[Records from a data collection]
────────────────
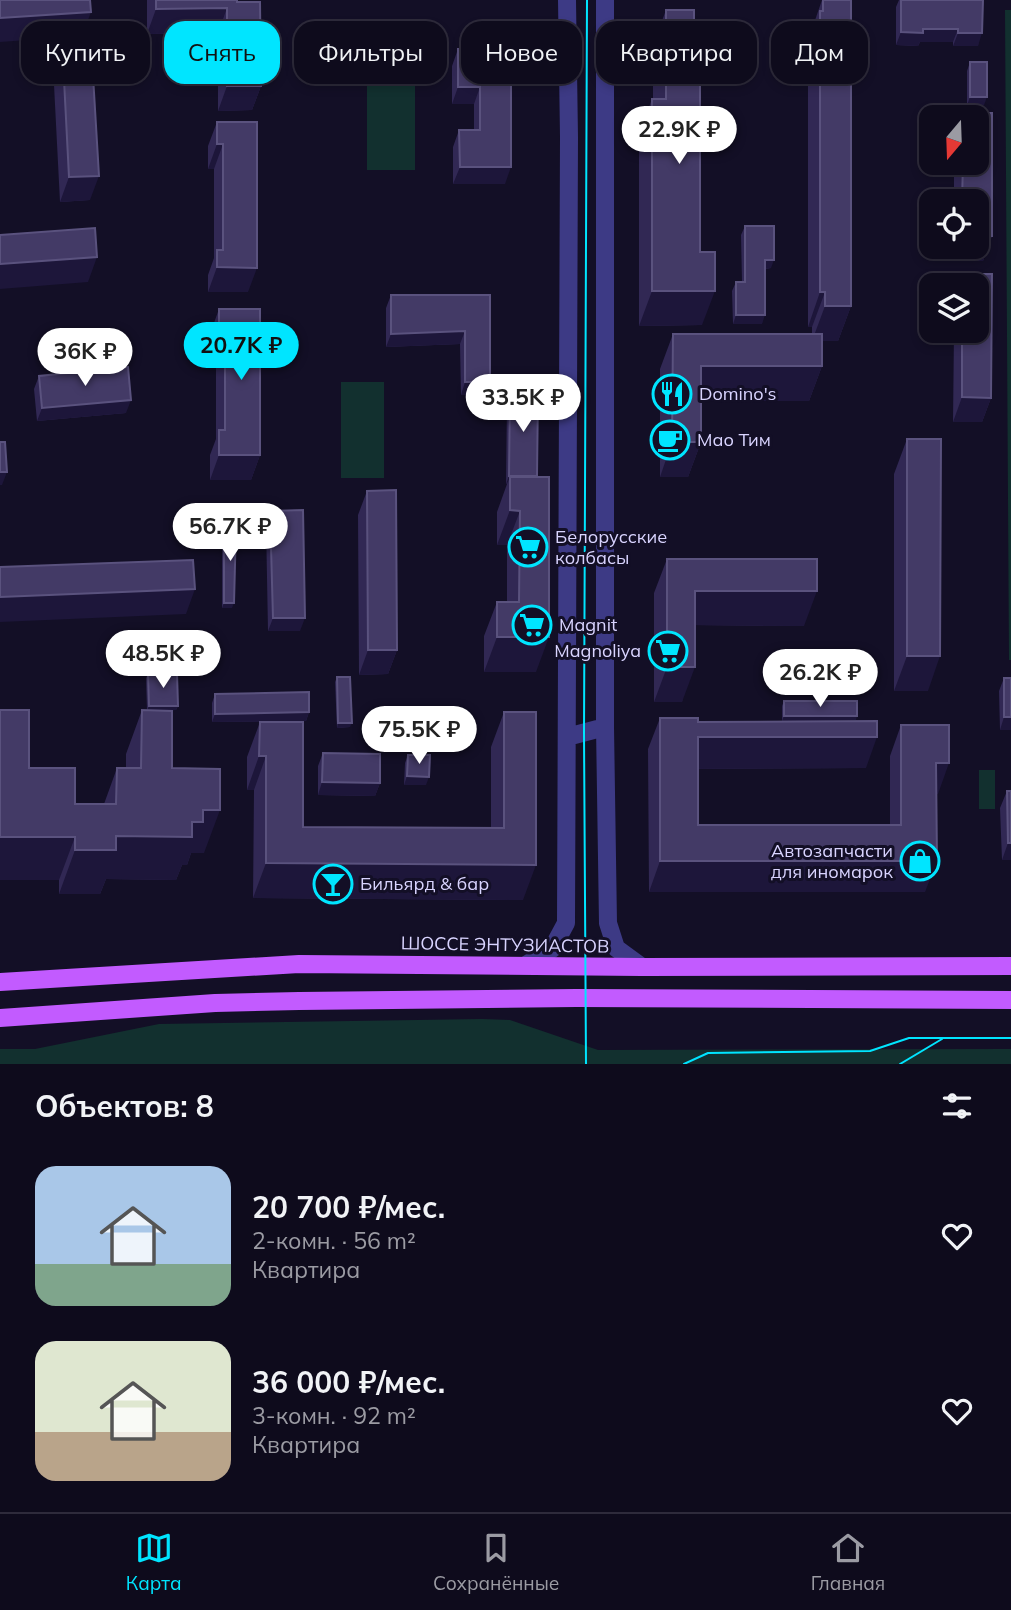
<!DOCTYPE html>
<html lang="ru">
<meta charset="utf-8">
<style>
:root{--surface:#0e0b1c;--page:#1c1929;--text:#f1f3f6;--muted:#9b9ba3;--line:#2e2b3b;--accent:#00e5ff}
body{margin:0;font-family:Mulish,sans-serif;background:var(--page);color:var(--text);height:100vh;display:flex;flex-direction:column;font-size:26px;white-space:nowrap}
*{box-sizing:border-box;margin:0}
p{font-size:23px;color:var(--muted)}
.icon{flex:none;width:38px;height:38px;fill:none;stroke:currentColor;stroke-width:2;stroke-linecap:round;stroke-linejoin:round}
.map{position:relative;height:1064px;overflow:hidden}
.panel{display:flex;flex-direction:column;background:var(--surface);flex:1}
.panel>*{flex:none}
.hud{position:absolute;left:21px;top:21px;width:970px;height:63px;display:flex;gap:14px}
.needle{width:46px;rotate:199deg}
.tools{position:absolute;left:919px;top:105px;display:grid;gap:14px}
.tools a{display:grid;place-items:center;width:70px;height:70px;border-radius:14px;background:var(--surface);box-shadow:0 4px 10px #0003,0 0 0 2px var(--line);font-size:35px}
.price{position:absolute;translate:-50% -60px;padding:0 16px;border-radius:24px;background:#fff;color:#222;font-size:23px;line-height:46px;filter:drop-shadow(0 2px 4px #0008)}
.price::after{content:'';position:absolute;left:50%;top:42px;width:21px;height:16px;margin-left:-10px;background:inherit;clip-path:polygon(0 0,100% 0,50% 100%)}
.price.selected{background:var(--accent);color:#111}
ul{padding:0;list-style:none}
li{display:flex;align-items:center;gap:21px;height:175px;padding:0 35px}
li span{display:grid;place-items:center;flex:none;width:196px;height:140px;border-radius:21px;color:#555}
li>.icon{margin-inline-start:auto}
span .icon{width:84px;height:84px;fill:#fffc;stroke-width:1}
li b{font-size:30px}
h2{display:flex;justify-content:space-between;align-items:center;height:84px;padding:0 35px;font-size:30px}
.chip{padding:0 24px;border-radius:21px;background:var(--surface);box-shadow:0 4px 10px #0003,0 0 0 2px var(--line);font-size:24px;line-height:63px}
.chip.selected{background:var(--accent);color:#111}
.tabs{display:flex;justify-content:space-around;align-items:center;height:98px;border-top:2px solid var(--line);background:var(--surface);font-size:19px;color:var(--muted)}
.tabs a{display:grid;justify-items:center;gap:4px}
.tabs .selected{color:var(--accent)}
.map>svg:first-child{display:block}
</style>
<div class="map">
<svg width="1011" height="1064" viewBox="0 0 1011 1064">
<rect width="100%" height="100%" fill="#130f26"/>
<path fill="#12302f" d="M1005 10H1011V660H1009Z
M367 74H415V170H367Z
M341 382H384V478H341Z
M979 770H995V809H979Z
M482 1019 510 1020 598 1050 1011 1049V1064H0V1049H35L159 1024Z"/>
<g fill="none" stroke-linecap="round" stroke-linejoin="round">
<path stroke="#3d3a85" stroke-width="18" d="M605 0V727L608 923 616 948 642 967
M567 737 605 727
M526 965 552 949 566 923 569 137 567 0"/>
<path stroke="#c25bff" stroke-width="18" d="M0 982 299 964 642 967 1011 966
M0 1018 215 1003 299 1001 576 998 1011 1000"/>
<path stroke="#00e5ff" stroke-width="2" d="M586 1064 584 733 587 0
M684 1064 708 1053 870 1051 909 1038H1011
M900 1064 942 1039"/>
</g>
<path fill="#312854" d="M147 0H237L261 86 252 110 218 111V33L147 34Z
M822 0H851V306L838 341H822V366L809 401H701V442L688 477H660V369L673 334H812V327H808V46L811 37V32Z
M899 0H983L978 46H953V42H920L918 46 896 45V7Z
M666 10 700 252 702 325 639 326V134L652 99H653V45Z
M458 49H511L505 184H453V147L459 130H474V104H452V66Z
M63 60 90 200 60 202 54 85Z
M970 62 984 105H967V71Z
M963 113H992V236L983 261H953V247H976V201H954V163H976V117H961Z
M217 122H257L248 292H208V275L214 258V169H208V146Z
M745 226 771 268 765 269 762 324H733L732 291 736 282H742L741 235Z
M963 274H992L991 398 982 422H953L954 331H976V285H959Z
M391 295H490L485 395H461L460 344 386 347V308Z
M219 309 260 455 251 480H210V455L216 439V357H210V334Z
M39 376 126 413 37 421 34 389Z
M510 391 536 477V672H484V636L497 602H507V545H497V512L507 484H506L507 400Z
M907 439 928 691H894V474Z
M367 491 397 650 388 674 359 675 358 515Z
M270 511 300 631H268L266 524Z
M224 525 232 608H222V530Z
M667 559 804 626 695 625 682 702H654V593Z
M148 674 178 706 176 710 155 711 172 768 204 853H191L187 865H182L176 880 106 879 100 894H59V880L29 768 75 804H104L117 768H126V754L142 710 147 711 146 678Z
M337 677 350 727 337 728 335 682Z
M1004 678 1011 730H1000L999 691Z
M215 694 309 712 306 721 212 722V703Z
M784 701 856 720 782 721V706Z
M504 712 523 900 253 898 254 790H247V757L260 722 303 827 491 828V747Z
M660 718 698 722 866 768 698 769V825H890V756L901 725 938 794H936L925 892H649L648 749Z
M323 753 380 783 375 796 318 795V766Z
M408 755 426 785H404L405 763Z
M1007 791H1011V860H1002L1000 808Z"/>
<path fill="#1d163a" d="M227 8 218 33 147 34 156 9Z
M91 12 82 36 0 42V18Z
M923 29H958L953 42H920L918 46 896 45 901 32Z
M958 33H982L978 46H953Z
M227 86H261L252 110 218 111Z
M458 87H480L474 104H452Z
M970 97H987L984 105H967Z
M217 144H223L214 169H208Z
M460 167H511L505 184H453Z
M99 176 90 200 60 202 69 177Z
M976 236H992L983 261H953L959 247H976Z
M97 257 88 282 0 289V264Z
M765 260H774L771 268 762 269Z
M217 267 257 268 248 292H208Z
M652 291H715L702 325 639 326Z
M820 292H825L812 327H808Z
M825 306H851L838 341H812Z
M736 315H765L762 324H733Z
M465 331 460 344 386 347 391 334Z
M219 332 225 333 216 357H210Z
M701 366H822L809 401H688Z
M465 382H490L485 395H461Z
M962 397 991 398 982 422H953Z
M131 400 126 413 37 421 42 408Z
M672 442H701L688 477H660Z
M219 455H260L251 480H210Z
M0 472H7L2 485H0Z
M509 476H537L534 485 510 477 507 484H506Z
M510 510 520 511 507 545H497Z
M195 589 186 614 0 622V597Z
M695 591H817L804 626 683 625Z
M224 603H234L232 608H222Z
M273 618H305L300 631H268Z
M497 637H549L536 672H484Z
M368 650H397L388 674 359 675Z
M907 656H940L928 691H894Z
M667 667H695L682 702H654Z
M149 706H178L176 710 147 711Z
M309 712 306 721 212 722 215 714Z
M784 716H857L856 720 782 721Z
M1004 717H1011V730H1000Z
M338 723H352L350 727 337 728Z
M698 737H877L866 768 686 769Z
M259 756H266L254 790H247Z
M936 763H949L938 794H925Z
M407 776 429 777 426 785H404Z
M322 782 380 783 375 796 318 795Z
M203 810H220L204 853H191L187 865H182L176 880 106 879 100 894H59L75 850 116 836 192 822Z
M0 837H75L59 880H0Z
M1008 843H1011V860H1002Z
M660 861H937L925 892H649Z
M266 863 536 865 523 900 253 898Z"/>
<path fill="#433a66" stroke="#5a527e" stroke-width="2" d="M0 0H90L91 12 0 18Z
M156 0H237V2H260L261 86H227V8L156 9Z
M823 0H851V306H825V292H820V11H823Z
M901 0H983L982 33H958V29H923V33L901 32Z
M666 10H694V25H700V252H715V291H652V99H666Z
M458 49H511V167H460L459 130H480V87H458Z
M92 59 99 176 69 177 63 60Z
M970 62H987V97H970Z
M963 113H992V236H976V201H962L963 163H976V117H963Z
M217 122H257V268L217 267V250H223V144H217Z
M745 226H774V260H765V315H736V282H745Z
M95 228 97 257 0 264V235Z
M963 274H992L991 398 962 397V331H976V285H963Z
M391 295H490V382H465V331L391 334Z
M219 309H260V455H219V430H225V333L219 332Z
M673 334H822V366H701V442H672Z
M128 367 131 400 42 408 39 376Z
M510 391 538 392 537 476H509Z
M907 439H941L940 656H907Z
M0 442H5L7 472H0Z
M510 477H549V637H497V602H519L520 511 510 510Z
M396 490 397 650H368L367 491Z
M303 510 305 618H273L270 511Z
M224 525 236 526 234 603H224Z
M667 559H817V591H695V667H667Z
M193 560 195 589 0 597V567Z
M177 673 178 706H149L148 674Z
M337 677H350L352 723H338Z
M1004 678H1011V717H1004Z
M309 692V712L215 714V694Z
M784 701H857V716H784Z
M0 710H29V768H75V804H116L117 768H141L142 710 172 711V768L220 769V810H203V822H192V837L116 836V850H75V837H0Z
M504 712H536V865L266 863V756H259L260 722H303V827L504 828Z
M660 718H698V722L877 721V737H698V825H901V725H949V763H936L937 861H660Z
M323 753 380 754V783L322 782Z
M408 755H430L429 777 407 776Z
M1007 791H1011V843H1008Z"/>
<defs>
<symbol id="restaurant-ring" viewBox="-11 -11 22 22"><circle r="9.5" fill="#130f26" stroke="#00e5ff" stroke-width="1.5"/><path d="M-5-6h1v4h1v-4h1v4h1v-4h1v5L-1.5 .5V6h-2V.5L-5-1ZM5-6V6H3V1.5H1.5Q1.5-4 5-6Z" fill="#00e5ff"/></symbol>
<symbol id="cafe-ring" viewBox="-11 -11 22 22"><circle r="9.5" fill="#130f26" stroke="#00e5ff" stroke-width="1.5"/><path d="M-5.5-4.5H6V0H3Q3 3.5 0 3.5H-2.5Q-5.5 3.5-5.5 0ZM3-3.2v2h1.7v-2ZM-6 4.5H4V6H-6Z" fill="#00e5ff"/></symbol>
<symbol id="supermarket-ring" viewBox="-11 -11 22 22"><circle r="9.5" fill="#130f26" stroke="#00e5ff" stroke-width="1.5"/><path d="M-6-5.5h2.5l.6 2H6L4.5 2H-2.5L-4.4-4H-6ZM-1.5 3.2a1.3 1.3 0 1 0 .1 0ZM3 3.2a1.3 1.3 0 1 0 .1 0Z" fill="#00e5ff"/></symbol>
<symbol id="shop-ring" viewBox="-11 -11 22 22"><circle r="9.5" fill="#130f26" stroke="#00e5ff" stroke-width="1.5"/><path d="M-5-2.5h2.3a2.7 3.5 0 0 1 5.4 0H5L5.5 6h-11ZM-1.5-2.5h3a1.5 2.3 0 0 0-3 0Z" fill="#00e5ff"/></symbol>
<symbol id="bar-ring" viewBox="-11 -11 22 22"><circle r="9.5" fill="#130f26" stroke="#00e5ff" stroke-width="1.5"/><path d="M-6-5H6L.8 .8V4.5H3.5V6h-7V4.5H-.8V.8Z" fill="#00e5ff"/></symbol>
</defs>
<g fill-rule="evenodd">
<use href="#restaurant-ring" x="650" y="372" width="44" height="44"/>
<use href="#cafe-ring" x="648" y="418" width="44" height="44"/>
<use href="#supermarket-ring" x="506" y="525" width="44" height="44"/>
<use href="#supermarket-ring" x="510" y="603" width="44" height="44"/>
<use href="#supermarket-ring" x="646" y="629" width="44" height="44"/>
<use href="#shop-ring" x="898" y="839" width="44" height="44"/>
<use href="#bar-ring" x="311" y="862" width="44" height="44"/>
</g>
<g text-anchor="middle" stroke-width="6" stroke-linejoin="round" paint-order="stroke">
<g font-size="18" fill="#d9d4ff" stroke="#130f26" text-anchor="start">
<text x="699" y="400">Domino's</text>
<text x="697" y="446">Мао Тим</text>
<text x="555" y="543">Белорусские<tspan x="555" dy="21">колбасы</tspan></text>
<text x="559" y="631">Magnit</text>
<text x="641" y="657" text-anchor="end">Magnoliya</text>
<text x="893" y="857" text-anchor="end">Автозапчасти<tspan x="893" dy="21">для иномарок</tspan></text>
<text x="360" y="890">Бильярд &amp; бар</text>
</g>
<g font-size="18" fill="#d9d4ff" stroke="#130f26">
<text transform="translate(505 945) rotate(1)" y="6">ШОССЕ ЭНТУЗИАСТОВ</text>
</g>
</g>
</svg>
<div class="tools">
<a><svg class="needle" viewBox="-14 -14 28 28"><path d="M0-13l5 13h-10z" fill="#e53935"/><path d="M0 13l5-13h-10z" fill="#9b9ba3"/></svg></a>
<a><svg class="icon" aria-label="locate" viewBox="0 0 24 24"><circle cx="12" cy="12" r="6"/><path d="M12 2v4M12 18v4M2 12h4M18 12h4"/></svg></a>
<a><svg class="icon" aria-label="layers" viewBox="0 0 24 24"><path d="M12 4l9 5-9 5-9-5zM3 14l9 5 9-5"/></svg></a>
</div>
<b class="price" style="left:679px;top:166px">22.9K ₽</b>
<b class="price selected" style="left:241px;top:382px">20.7K ₽</b>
<b class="price" style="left:85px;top:388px">36K ₽</b>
<b class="price" style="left:523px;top:434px">33.5K ₽</b>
<b class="price" style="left:230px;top:563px">56.7K ₽</b>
<b class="price" style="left:163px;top:690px">48.5K ₽</b>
<b class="price" style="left:820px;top:709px">26.2K ₽</b>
<b class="price" style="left:419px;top:766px">75.5K ₽</b>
<div class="hud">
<a class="chip">Купить</a>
<a class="chip selected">Снять</a>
<a class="chip">Фильтры</a>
<a class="chip">Новое</a>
<a class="chip">Квартира</a>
<a class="chip">Дом</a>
</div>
</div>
<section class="panel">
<h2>Объектов: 8<svg class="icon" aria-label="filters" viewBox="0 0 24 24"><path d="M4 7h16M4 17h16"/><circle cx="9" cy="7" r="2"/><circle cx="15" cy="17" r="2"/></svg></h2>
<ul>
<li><span style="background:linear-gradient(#a9c7e8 70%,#7fa58c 0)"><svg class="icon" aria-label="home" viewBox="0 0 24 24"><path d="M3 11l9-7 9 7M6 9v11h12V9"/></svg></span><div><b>20 700 ₽/мес.</b><p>2-комн. · 56 m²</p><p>Квартира</p></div><svg class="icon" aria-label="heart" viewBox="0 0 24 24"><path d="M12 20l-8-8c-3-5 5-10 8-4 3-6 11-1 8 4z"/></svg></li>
<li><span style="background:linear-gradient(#dfe7d0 65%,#b9a48a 0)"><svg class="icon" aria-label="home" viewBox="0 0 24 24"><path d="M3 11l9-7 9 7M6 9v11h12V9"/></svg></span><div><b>36 000 ₽/мес.</b><p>3-комн. · 92 m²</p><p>Квартира</p></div><svg class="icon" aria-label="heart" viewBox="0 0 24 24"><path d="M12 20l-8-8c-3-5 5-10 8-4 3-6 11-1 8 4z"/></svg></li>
</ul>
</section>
<nav class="tabs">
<a class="selected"><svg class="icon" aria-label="map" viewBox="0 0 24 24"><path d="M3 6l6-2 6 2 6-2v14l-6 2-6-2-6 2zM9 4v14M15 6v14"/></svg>Карта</a>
<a><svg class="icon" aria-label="saved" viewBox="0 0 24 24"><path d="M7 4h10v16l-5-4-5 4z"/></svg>Сохранённые</a>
<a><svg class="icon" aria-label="home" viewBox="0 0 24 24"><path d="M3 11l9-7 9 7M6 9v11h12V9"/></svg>Главная</a>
</nav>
────────────────
### PROBLEM DETAILS:
Set aside each line above that includes the string "linecap" and report it.

### YOUR RESPONSE:
.icon{flex:none;width:38px;height:38px;fill:none;stroke:currentColor;stroke-width:2;stroke-linecap:round;stroke-linejoin:round}
<g fill="none" stroke-linecap="round" stroke-linejoin="round">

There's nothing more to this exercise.